The four had found themselves among a sea of used condoms that ejected by Los Angeles’s Hyperion sewage treatment plant. Huxley returned to those shores a few years later, after L.A. upgraded the plant in 1950. He was overjoyed with what he saw, and what he thought the vista suggested about the city:

[A]nother torrent, this time about 99.95 percent pure, rushes down through the submarine outfall and mingles, a mile offshore, with the Pacific. The problem of keeping a great city clean without polluting a river or fouling the beaches, and without robbing the soil of its fertility, has been triumphantly solved.

In most of his writing, Huxley is an ambivalent cheerleader, at best, for the wonders of high modernist technology. But as this excerpt suggests, something about the new Hyperion quieted his critical side. He depicts the plant as an unambiguous boon, and more significantly, the triumphant solution to the age-old problem of dealing with the ongoing disaster of human waste in the city. The boundaries between pollution and the rest of the metropolis are portrayed as impermeable thanks to the construction of this hyper-modern treatment plant, separating the cityscape from its own wastes once and for all.

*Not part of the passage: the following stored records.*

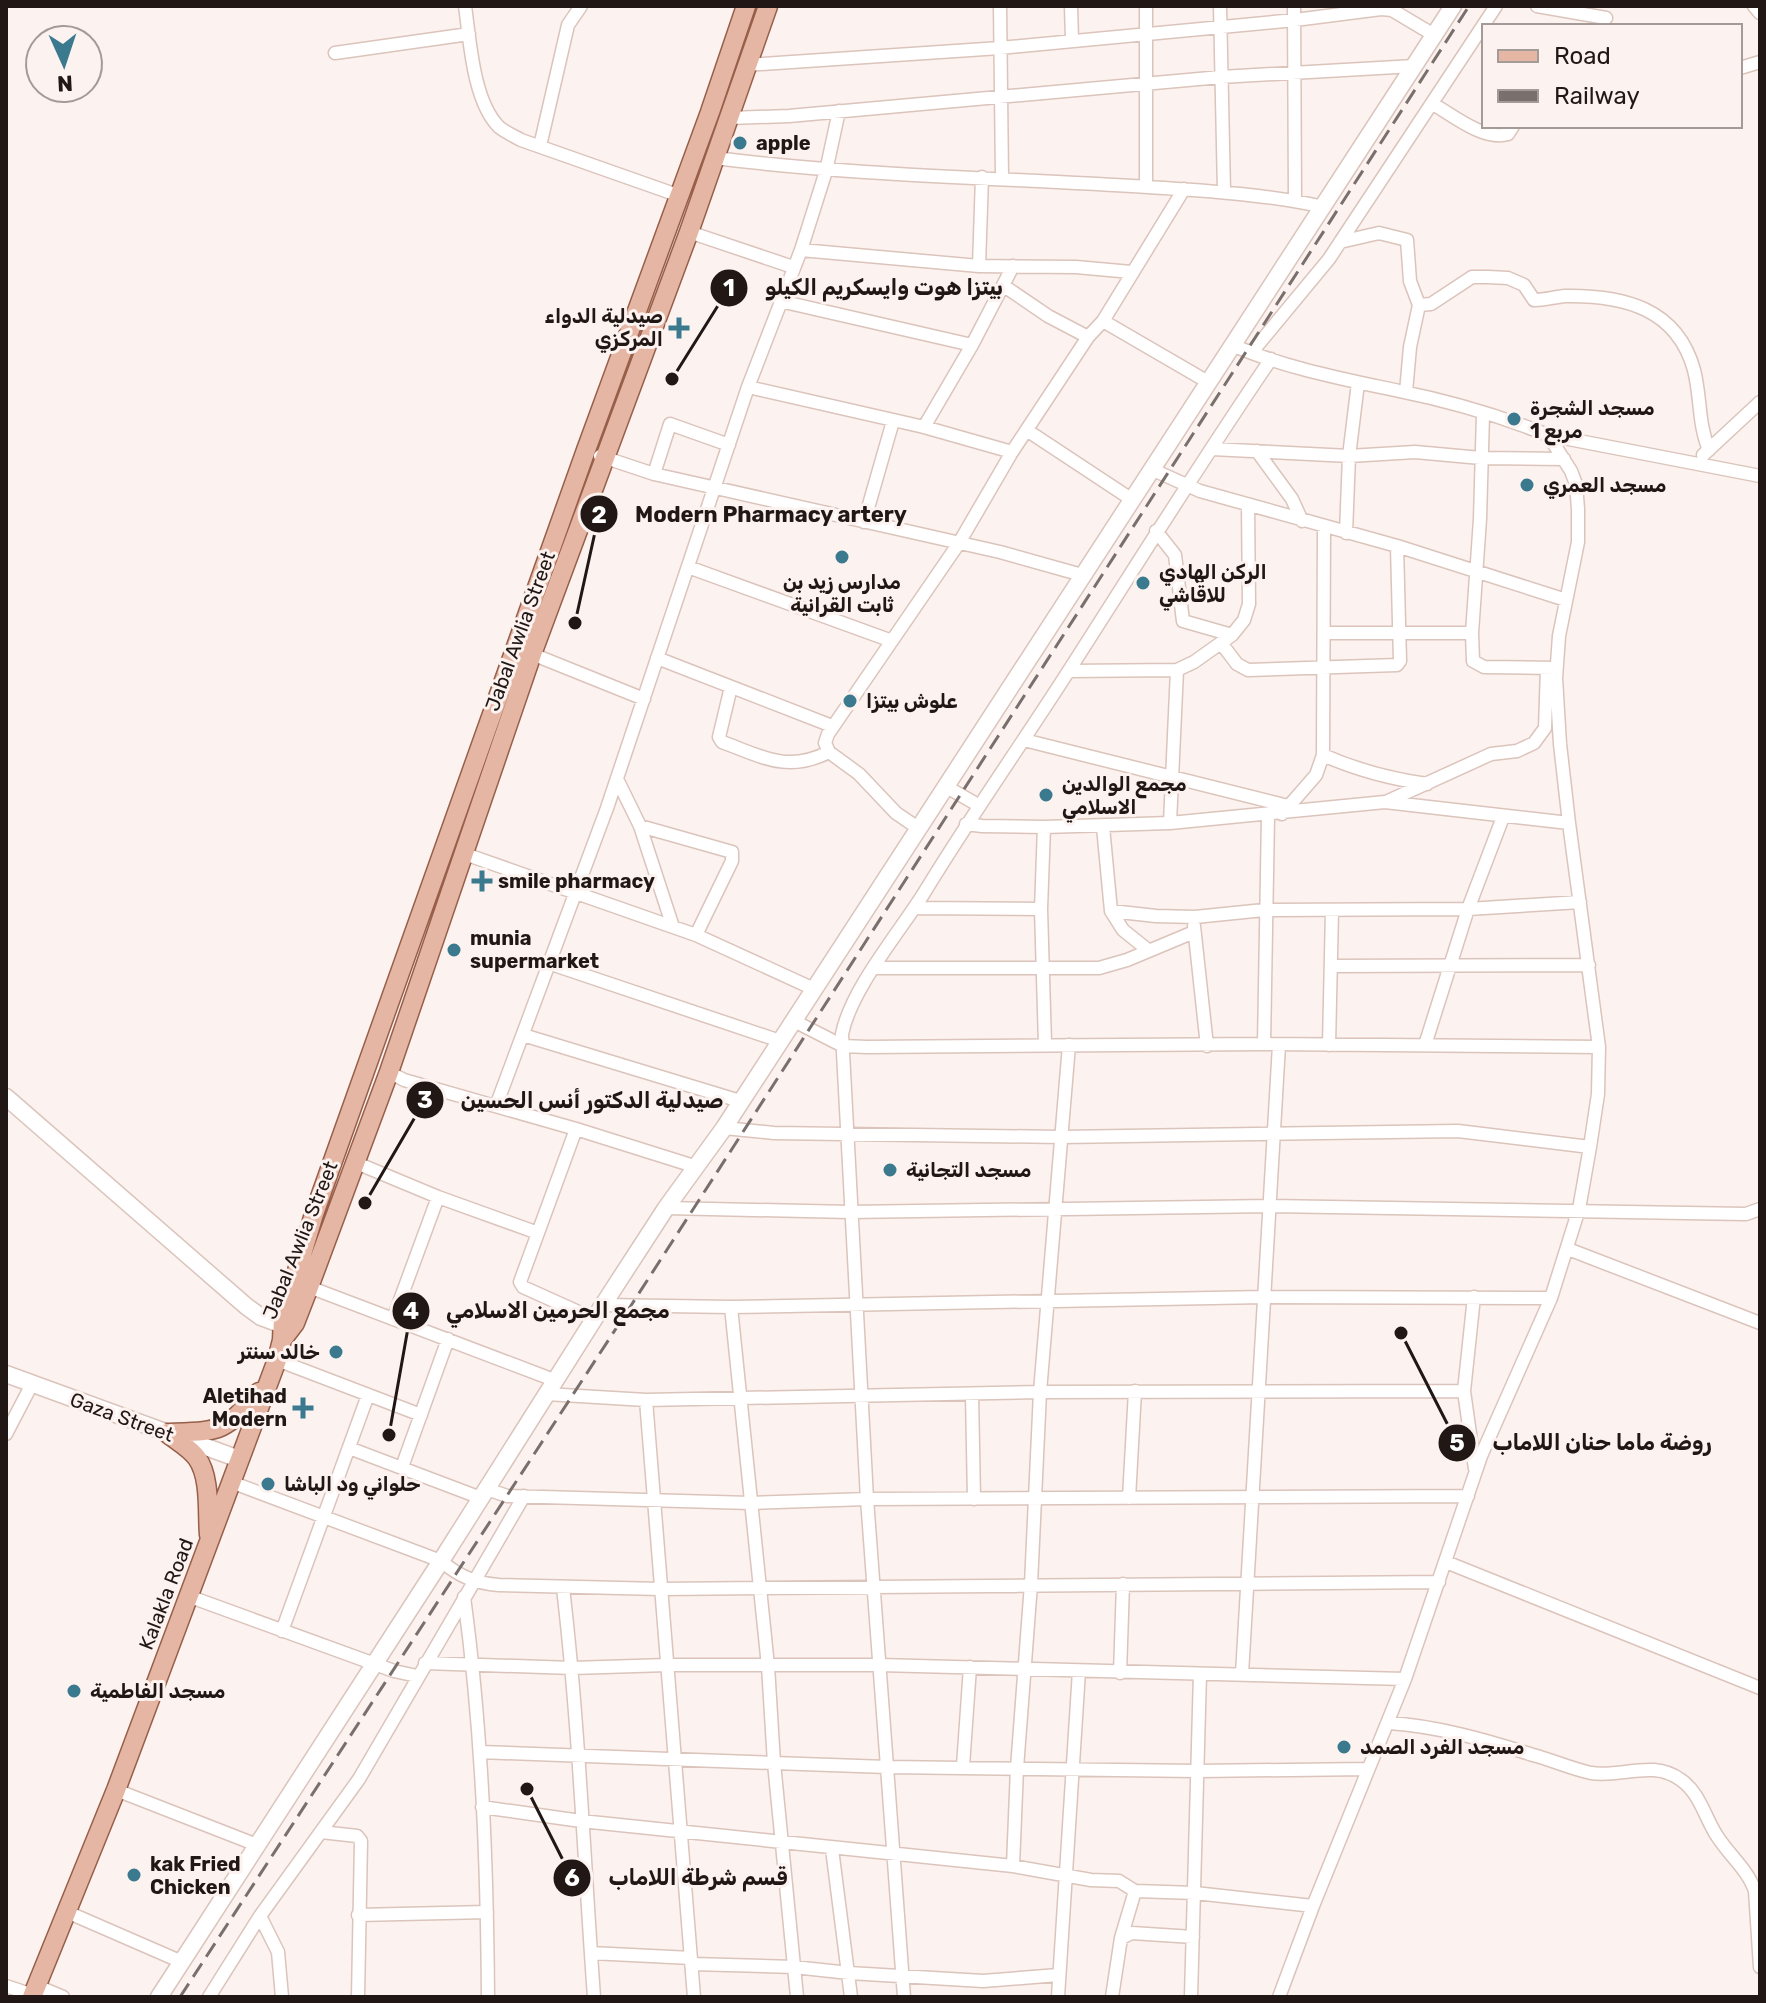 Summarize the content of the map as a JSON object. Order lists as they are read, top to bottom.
{
  "streets": {
    "main road": ["Jabal Awlia Street", "Kalakla Road"],
    "street": ["Gaza Street"]
  },
  "crossings": [
    ["Jabal Awlia Street", "Kalakla Road"],
    ["Gaza Street", "Kalakla Road"]
  ],
  "places": {
    "other": [
      "apple",
      "بيتزا هوت وايسكريم الكيلو",
      "مسجد الشجرة مربع 1",
      "مسجد العمري",
      "مدارس زيد بن ثابت القرانية",
      "الركن الهادي للاقاشي",
      "Modern Pharmacy artery",
      "علوش بيتزا",
      "مجمع الوالدين الاسلامي",
      "munia supermarket",
      "مسجد التجانية",
      "صيدلية الدكتور أنس الحسين",
      "روضة ماما حنان اللاماب",
      "خالد سنتر",
      "مجمع الحرمين الاسلامي",
      "حلواني ود الباشا",
      "مسجد الفاطمية",
      "مسجد الفرد الصمد",
      "قسم شرطة اللاماب",
      "kak Fried Chicken"
    ],
    "health": ["صيدلية الدواء المركزي", "smile pharmacy", "Aletihad Modern"]
  },
  "legend": ["Road", "Railway"],
  "north": "bottom"
}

Evolving notions of the nature of a healthy, well-managed city have animated public conversations about Hyperion and the condoms, shit, hypodermic needles, and even “lethal superbugs” the plant has dumped into the Santa Monica Bay over the past century. Describing the plant’s salubrious (or destructive) effects on L.A. shorelines has long served as a way to talk about far more than just unsightly beach trash. Since Hyperion became an object of attention in Huxley’s day, issues of public safety and spatial governance have also slid, implicitly or explicitly, into discussions of how L.A. should manage its sewage, and debates about Hyperion have been shot through with ever-shifting ideas about what it means to build and maintain a genuinely flourishing metropolis. Angelenos’ demands of the treatment plant, in other words, have long indexed a set of shifting expectations for what the urban environment can and should be.

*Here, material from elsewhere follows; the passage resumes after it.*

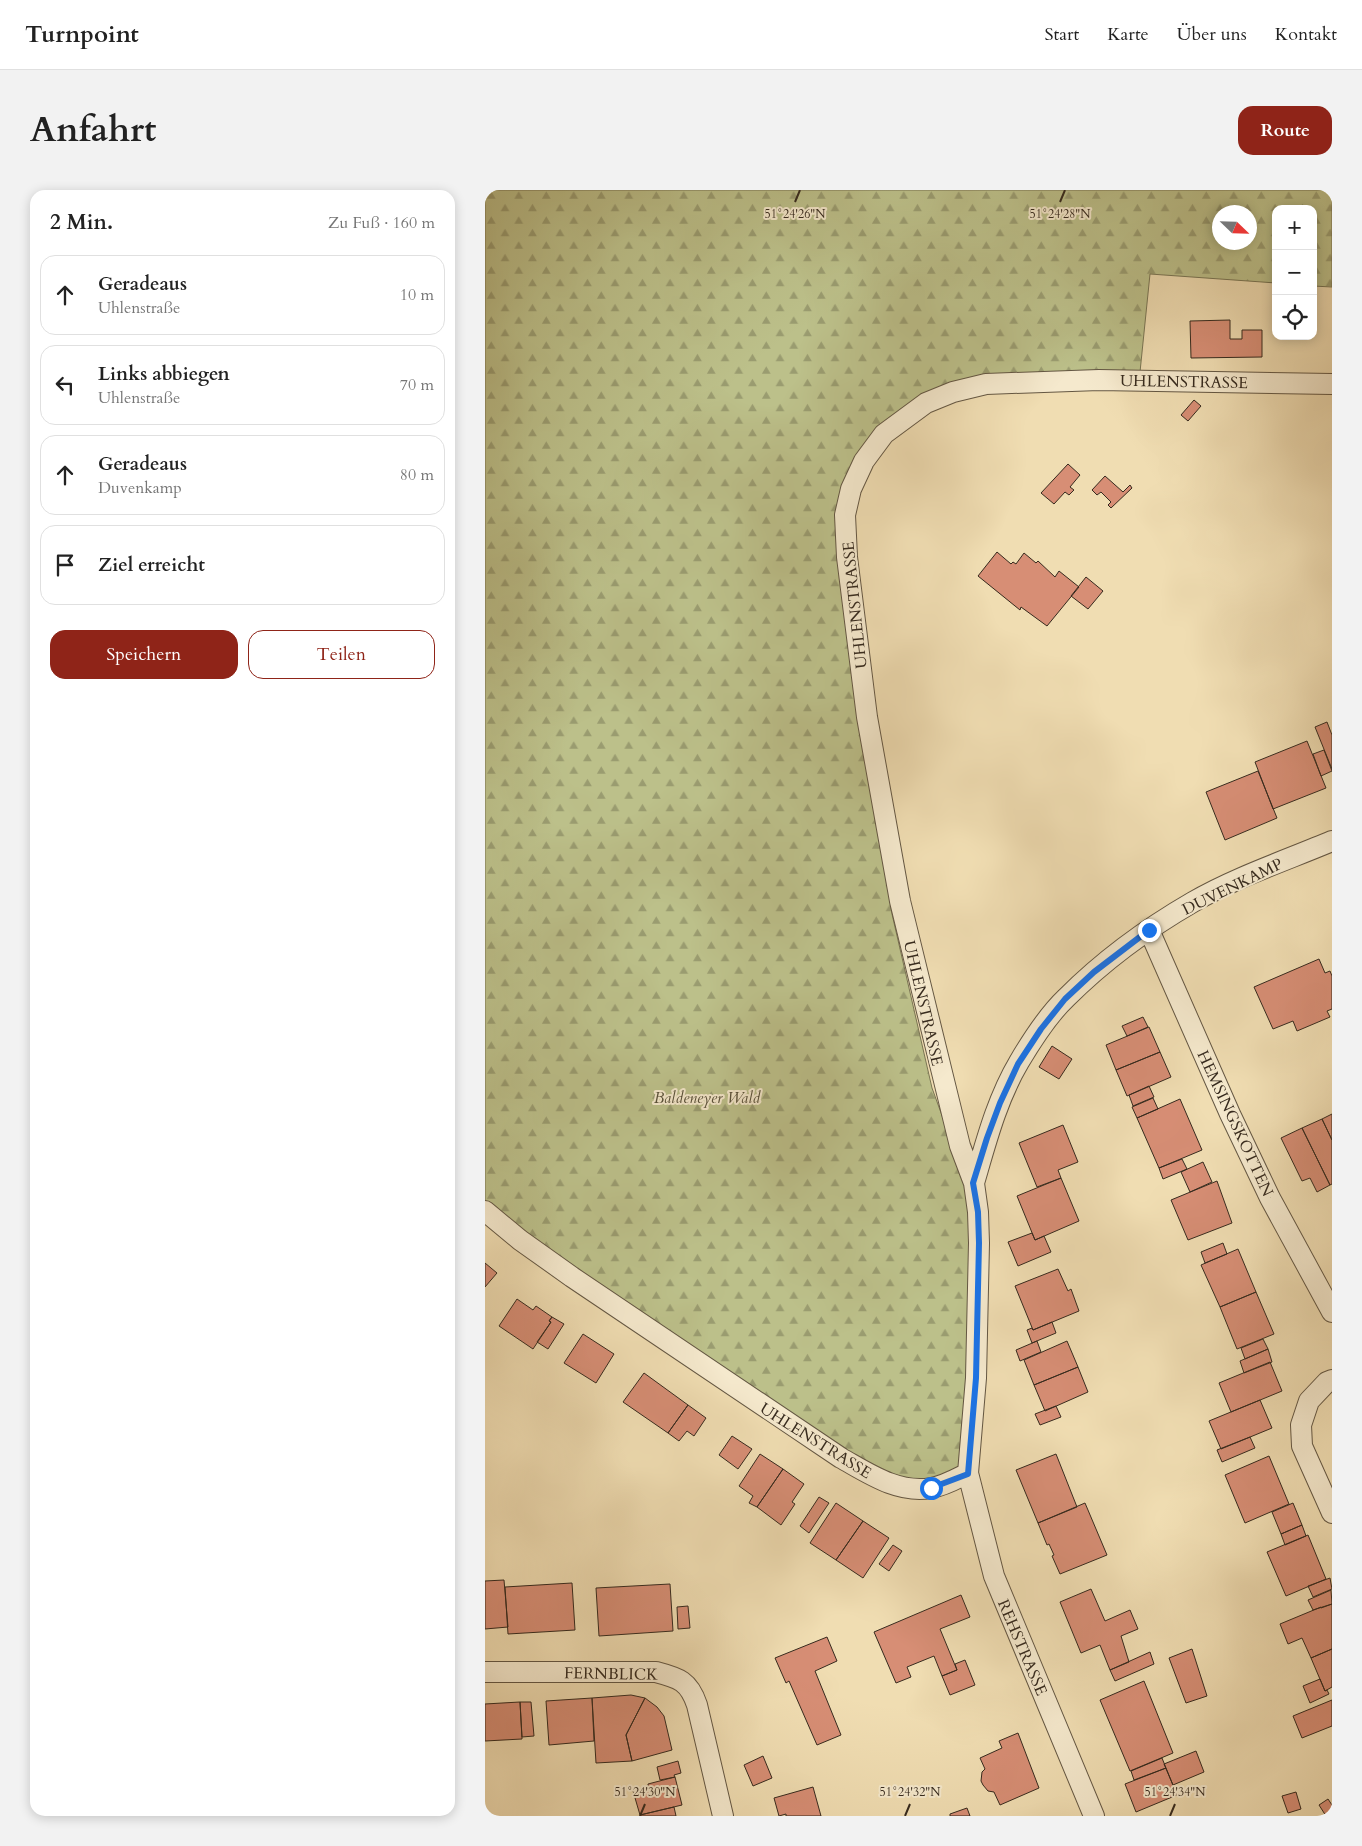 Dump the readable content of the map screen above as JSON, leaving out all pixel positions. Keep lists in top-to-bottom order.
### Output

When the first Hyperion treatment plant began operations in 1924, it was hailed as a dramatic improvement from the previous arrangement, which was no treatment at all. Up to that point, L.A. had deposited its sewage directly from the sewer into the ocean, through an outfall pipe in the southern L.A. beach community of El Segundo. The new facility, constructed next to the old outfall, used simple screens to filter the wastewater flowing in from the sewer network, dumping the outflow into the sea through a submarine concrete pipe; city workers buried the screened detritus in nearby sand dunes. Few saw the setup as ideal, but it was in line with the technological and sanitary norms of the time. Dilution — of the inflowing sewage by the ocean — was assumed to be an adequate solution to the problem of pollution.

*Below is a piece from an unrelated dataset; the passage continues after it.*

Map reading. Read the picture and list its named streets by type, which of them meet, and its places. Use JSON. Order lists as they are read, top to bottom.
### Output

Unfortunately, the population boom that began in the nineteen-twenties quickly overwhelmed Hyperion’s cleaning capacity. Under the stress of unplanned-for volumes of waste, the pipe depositing the screened sewage into the sea disintegrated rapidly, springing leaks within yards of the coastline; as early as 1925, sewage was visible on the beaches. In 1941, the L.A. Times was moved to publish a three-part series on the “health menace” produced by the city’s derelict wastewater conveyance and treatment infrastructure. The system was described as “overloaded, antiquated, cracked, disintegrated.” In one article, a plant engineer states that only “3 to 5 percent” of solids were removed from the waste stream at Hyperion before being pumped into a “a leaky tunnel to be distributed on the bathing beaches.” Two years later, after outbreaks of dysentery among beachgoers, the health officers enacted a quarantine on ten miles of beaches along the southern Santa Monica Bay. The L.A. Times headline that appeared — “Council Acts Belatedly to End Sewer Menace” — captures Hyperion’s image as a public health enemy.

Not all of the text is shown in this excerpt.